Stored items:
════════════════
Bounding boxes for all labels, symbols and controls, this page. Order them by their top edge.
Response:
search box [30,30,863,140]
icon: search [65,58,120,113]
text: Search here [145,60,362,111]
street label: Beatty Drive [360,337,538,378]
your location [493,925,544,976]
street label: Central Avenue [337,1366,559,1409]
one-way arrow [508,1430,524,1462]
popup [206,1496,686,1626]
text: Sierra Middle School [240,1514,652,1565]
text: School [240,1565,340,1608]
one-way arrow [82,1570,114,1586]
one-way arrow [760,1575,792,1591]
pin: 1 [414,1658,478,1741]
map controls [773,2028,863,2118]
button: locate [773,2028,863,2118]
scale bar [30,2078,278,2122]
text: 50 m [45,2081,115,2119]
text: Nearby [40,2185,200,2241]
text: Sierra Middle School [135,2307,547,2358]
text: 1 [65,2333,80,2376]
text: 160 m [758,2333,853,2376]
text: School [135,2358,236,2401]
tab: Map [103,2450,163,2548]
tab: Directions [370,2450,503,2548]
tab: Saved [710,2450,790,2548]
════════════════
WHAT IS REQUIRED:
The answer is a count and nothing more: lines above that contain "text".

WRITTEN REPLY:
9